Suberoylanilide hydroxamic acid, a novel histone deacetylase inhibitor, improves the development and acetylation level of miniature porcine handmade cloning embryos

Histone deacetylase inhibitors (HDACis) can change the histone acetylation and significantly enhance the developmental competence of the pre-implantation SCNT embryo. To select a proper histone deacetylase inhibitor to improve the success rate and potentially developmental ability of handmade cloning (HMC) embryos of miniature porcine, we compared the effect of two histone deacetylase inhibitors (SAHA vs. VPA) on HMC embryo development, their histone acetylation level and the expression level of relevant genes.
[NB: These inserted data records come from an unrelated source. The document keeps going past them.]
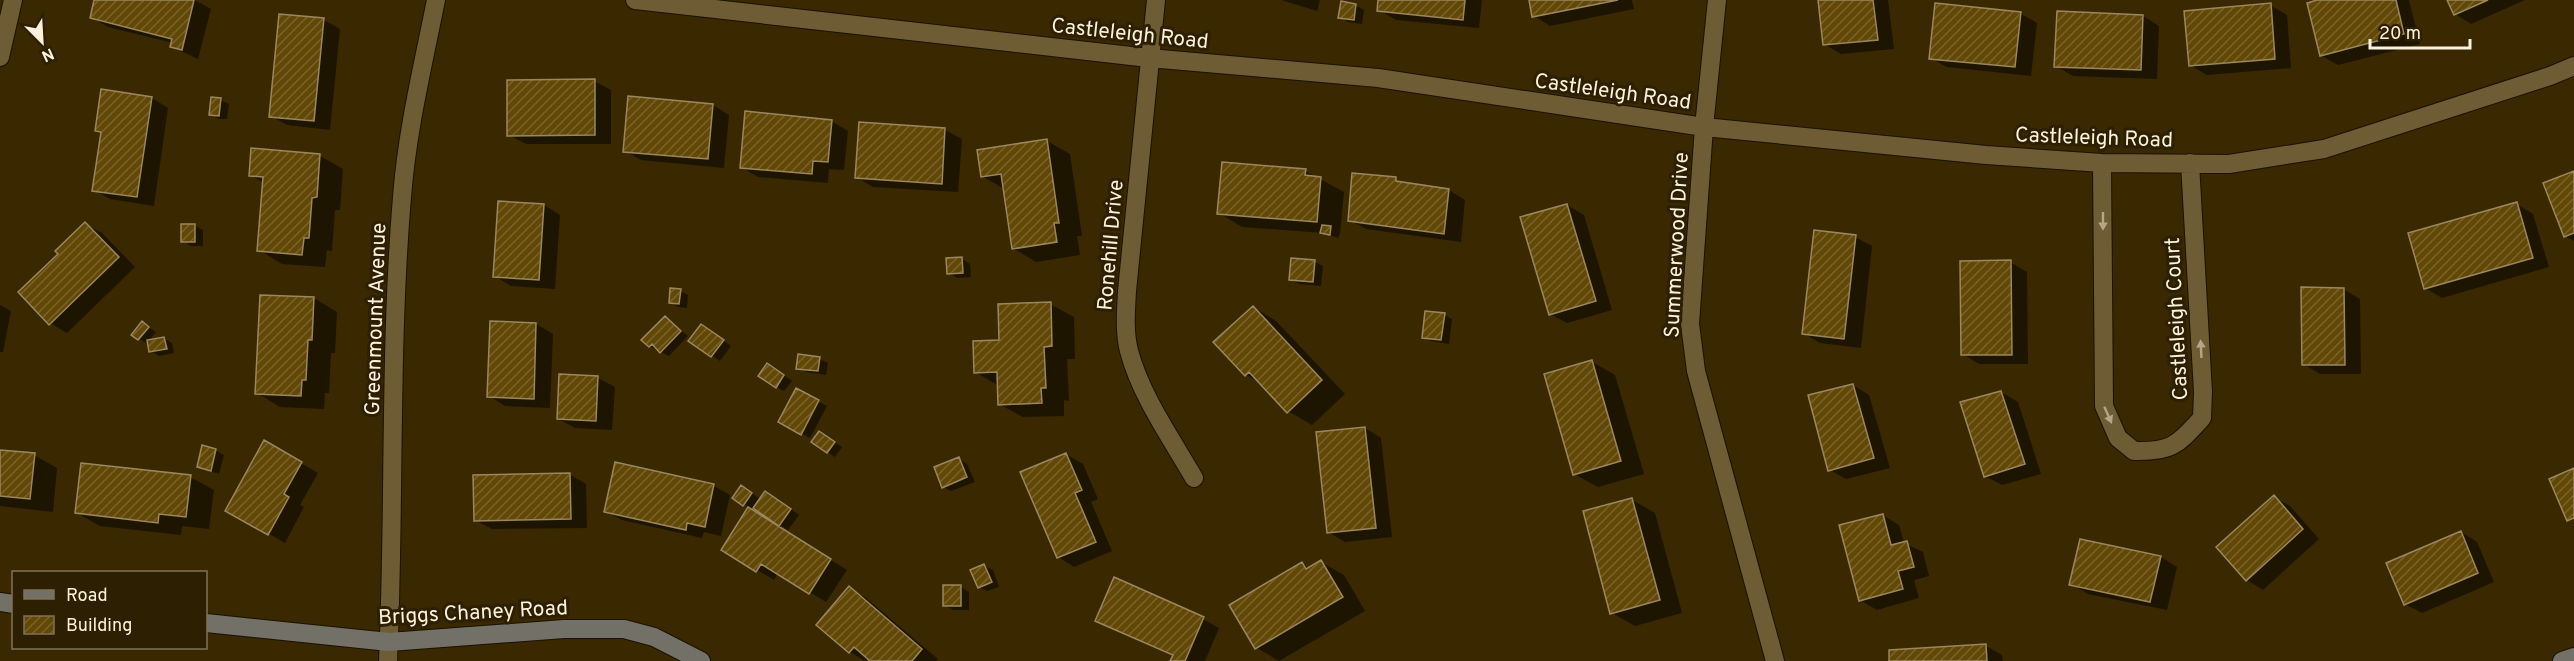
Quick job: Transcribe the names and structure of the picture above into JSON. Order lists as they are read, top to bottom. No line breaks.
{"streets":{"main road":["Briggs Chaney Road"],"street":["Castleleigh Road","Ronehill Drive","Summerwood Drive","Greenmount Avenue","Castleleigh Court"]},"crossings":[["Castleleigh Road","Ronehill Drive"],["Castleleigh Road","Summerwood Drive"],["Castleleigh Road","Castleleigh Court"],["Greenmount Avenue","Briggs Chaney Road"]],"legend":["Road","Building"],"scale_bar":"20 m","north":"bottom right"}
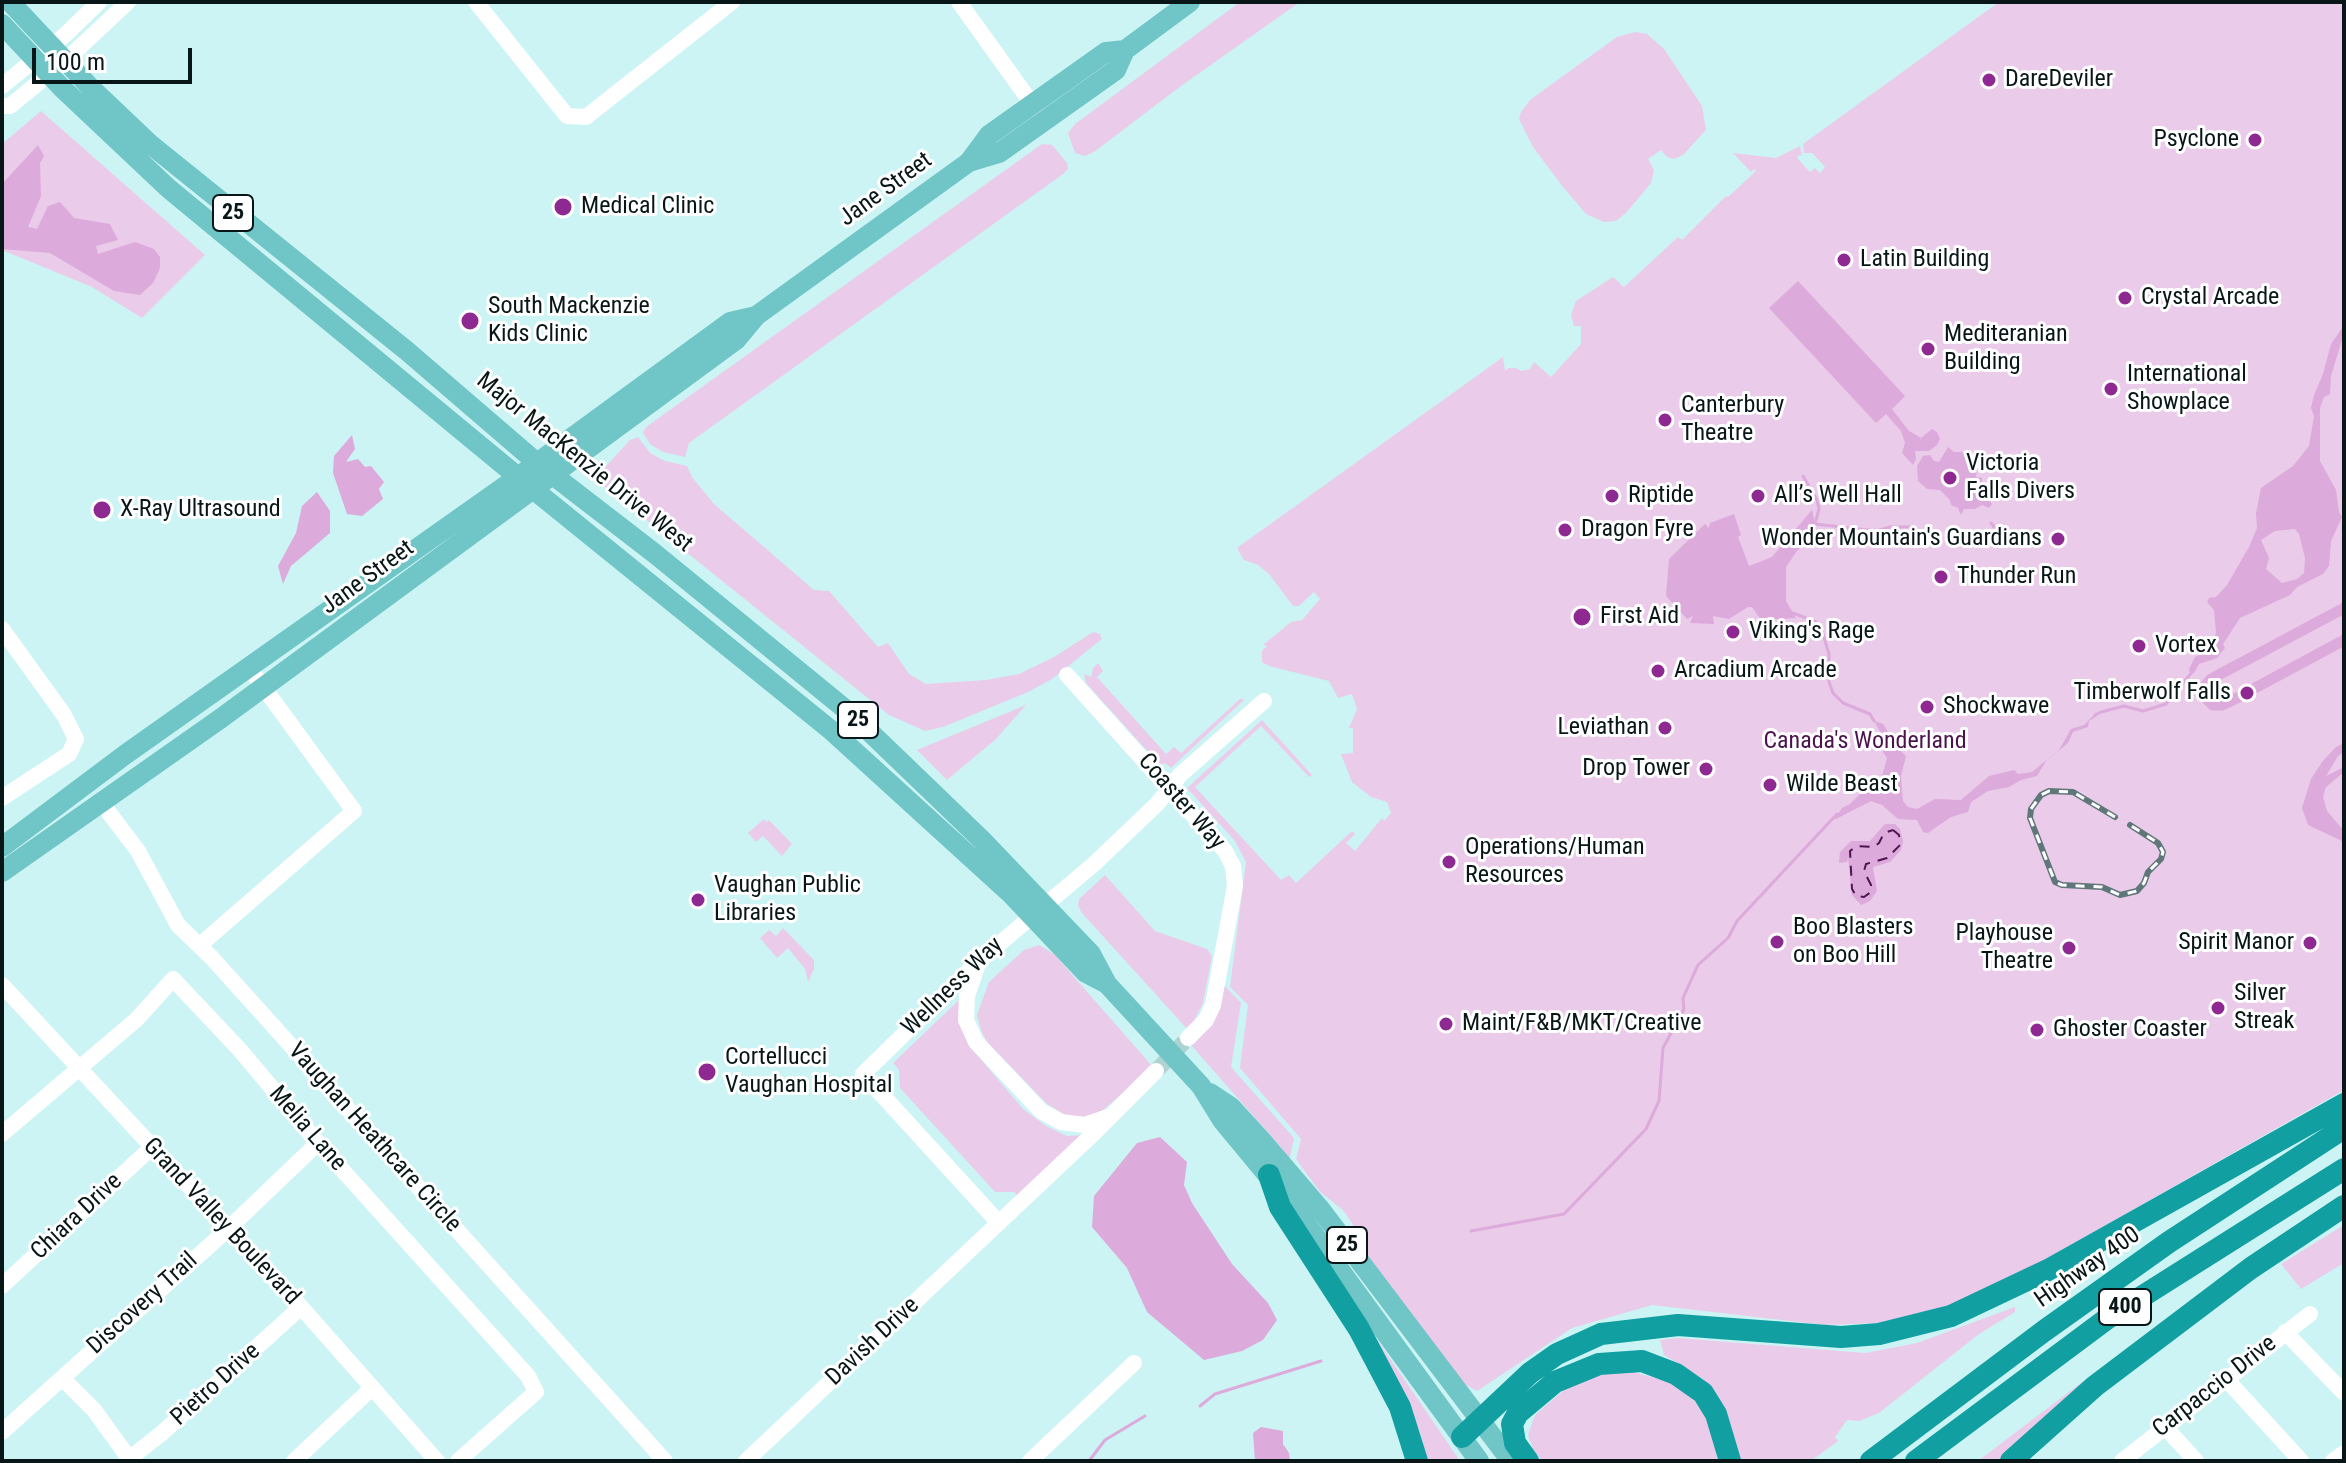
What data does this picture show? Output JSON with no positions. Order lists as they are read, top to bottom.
{
  "streets": {
    "highway": ["Highway 400", "400"],
    "main road": ["Jane Street", "25", "Major MacKenzie Drive West"],
    "street": [
      "Coaster Way",
      "Wellness Way",
      "Melia Lane",
      "Vaughan Heathcare Circle",
      "Chiara Drive",
      "Grand Valley Boulevard",
      "Discovery Trail",
      "Davish Drive",
      "Pietro Drive",
      "Carpaccio Drive"
    ]
  },
  "crossings": [
    ["Jane Street", "Major MacKenzie Drive West"],
    ["Jane Street", "Vaughan Heathcare Circle"],
    ["Major MacKenzie Drive West", "Wellness Way"],
    ["Coaster Way", "Wellness Way"],
    ["Wellness Way", "Davish Drive"],
    ["Melia Lane", "Grand Valley Boulevard"],
    ["Melia Lane", "Discovery Trail"],
    ["Chiara Drive", "Grand Valley Boulevard"],
    ["Grand Valley Boulevard", "Discovery Trail"],
    ["Grand Valley Boulevard", "Pietro Drive"]
  ],
  "parks": ["Canada's Wonderland"],
  "places": [
    "DareDeviler",
    "Psyclone",
    "Medical Clinic",
    "Latin Building",
    "Crystal Arcade",
    "South Mackenzie Kids Clinic",
    "Mediteranian Building",
    "International Showplace",
    "Canterbury Theatre",
    "Victoria Falls Divers",
    "Riptide",
    "All’s Well Hall",
    "X-Ray Ultrasound",
    "Dragon Fyre",
    "Wonder Mountain's Guardians",
    "Thunder Run",
    "First Aid",
    "Viking's Rage",
    "Vortex",
    "Arcadium Arcade",
    "Timberwolf Falls",
    "Shockwave",
    "Leviathan",
    "Drop Tower",
    "Wilde Beast",
    "Operations/Human Resources",
    "Vaughan Public Libraries",
    "Boo Blasters on Boo Hill",
    "Spirit Manor",
    "Playhouse Theatre",
    "Silver Streak",
    "Maint/F&B/MKT/Creative",
    "Ghoster Coaster",
    "Cortellucci Vaughan Hospital"
  ],
  "scale_bar": "100 m"
}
The blastocyst rate and number of blastocyst cells of HMC embryos treated with SAHA (SAHA-HMC) or VPA (VPA-HMC) were significantly higher than those of control (Control-HMC), respectively, but there were no significant difference between SAHA-HMC and VPA-HMC groups. In addition, the acetylation level (AcH4K8) of Control-HMC and VPA-HMC embryos at the blastocyst stage, respectively, was significantly lower than that of in vitro fertilized (IVF) and SAHA-HMC embryos. However, the acetylation H4K8 of the blastocysts had no significant difference between SAHA-HMC and the IVF groups. The SAHA-HMC blastocysts indicated comparative expression levels of Oct4 and HDAC1 (histone deacetyltransferase gene) with those of IVF blastocysts. In contrast, the expression levels of Oct4 were lower and those of HDAC1 were higher in the VPA-HMC and Control-HMC blastocysts, respectively, compared to those of the IVF blastocysts. Our results demonstrated that the HMC embryos treated by SAHA could promote the pre-implantation development and increase the levels of histone H4K8 acetylation and the expression of the OCT4 gene, yet decrease the expression of the HDAC1 gene to the comparable level of the IVF embryos. Our results proved that SAHA may be a better histone deacetylase inhibitor for porcine HMC compared to VPA, and furthermore, it may indicate that SAHA can effectively correct the abnormal histone acetylation during the HMC embryo development and subsequently improve the full-term developmental potential of the HMC embryos after embryo transplantation.